### PROBLEM TO WORK ON
From the first line to the last, restate the records word for word, skipping the pictures.

═══ DATA ═══

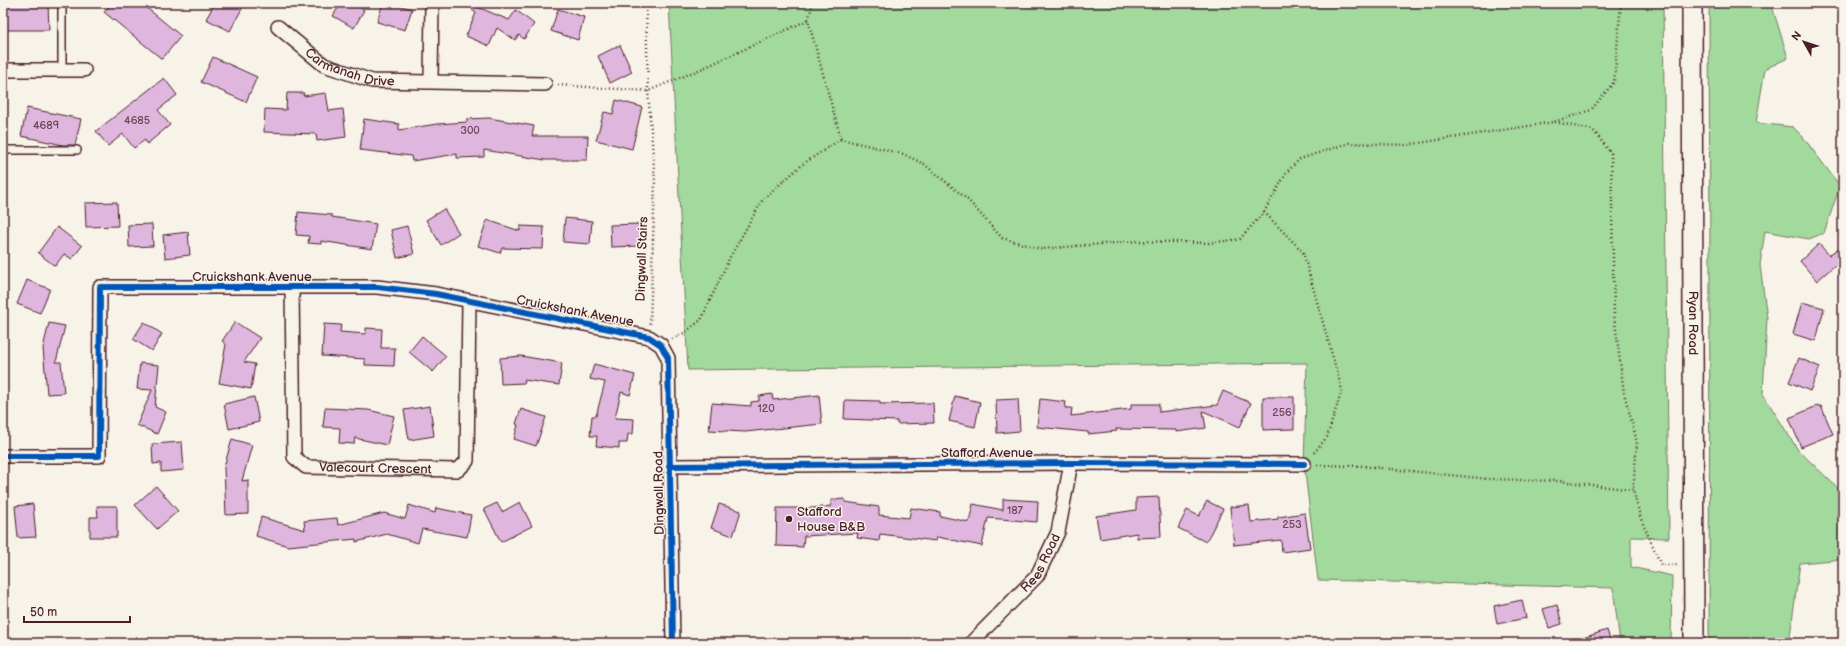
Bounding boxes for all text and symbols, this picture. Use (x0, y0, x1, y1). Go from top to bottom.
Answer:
north arrow (1784, 22, 1824, 62)
text: N (1789, 29, 1804, 43)
street label: Carmanah Drive (302, 45, 395, 89)
house number: 4685 (124, 114, 150, 127)
house number: 4689 (33, 119, 59, 132)
house number: 300 (460, 124, 480, 137)
street label: Dingwall Stairs (633, 215, 652, 302)
street label: Cruickshank Avenue (192, 269, 312, 285)
street label: Ryan Road (1685, 291, 1701, 355)
street label: Cruickshank Avenue (515, 292, 635, 330)
house number: 120 (757, 402, 775, 415)
house number: 256 (1272, 406, 1292, 419)
street label: Stafford Avenue (941, 445, 1033, 461)
street label: Dingwall Road (650, 451, 668, 535)
street label: Valecourt Crescent (319, 459, 432, 477)
place label: Stafford House B&B (797, 504, 865, 535)
house number: 187 (1007, 504, 1024, 517)
marker: Stafford House B&B (784, 514, 794, 524)
house number: 253 (1282, 518, 1302, 531)
street label: Rees Road (1017, 531, 1064, 596)
scale bar (24, 598, 130, 624)
text: 50 m (30, 605, 57, 620)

═══

### EXERCISE SOLUTION
Bounding boxes for all text and symbols, this picture. Use (x0, y0, x1, y1). Go from top to bottom.
Answer:
north arrow (1784, 22, 1824, 62)
text: N (1789, 29, 1804, 43)
street label: Carmanah Drive (302, 45, 395, 89)
house number: 4685 (124, 114, 150, 127)
house number: 4689 (33, 119, 59, 132)
house number: 300 (460, 124, 480, 137)
street label: Dingwall Stairs (633, 215, 652, 302)
street label: Cruickshank Avenue (192, 269, 312, 285)
street label: Ryan Road (1685, 291, 1701, 355)
street label: Cruickshank Avenue (515, 292, 635, 330)
house number: 120 (757, 402, 775, 415)
house number: 256 (1272, 406, 1292, 419)
street label: Stafford Avenue (941, 445, 1033, 461)
street label: Dingwall Road (650, 451, 668, 535)
street label: Valecourt Crescent (319, 459, 432, 477)
place label: Stafford House B&B (797, 504, 865, 535)
house number: 187 (1007, 504, 1024, 517)
marker: Stafford House B&B (784, 514, 794, 524)
house number: 253 (1282, 518, 1302, 531)
street label: Rees Road (1017, 531, 1064, 596)
scale bar (24, 598, 130, 624)
text: 50 m (30, 605, 57, 620)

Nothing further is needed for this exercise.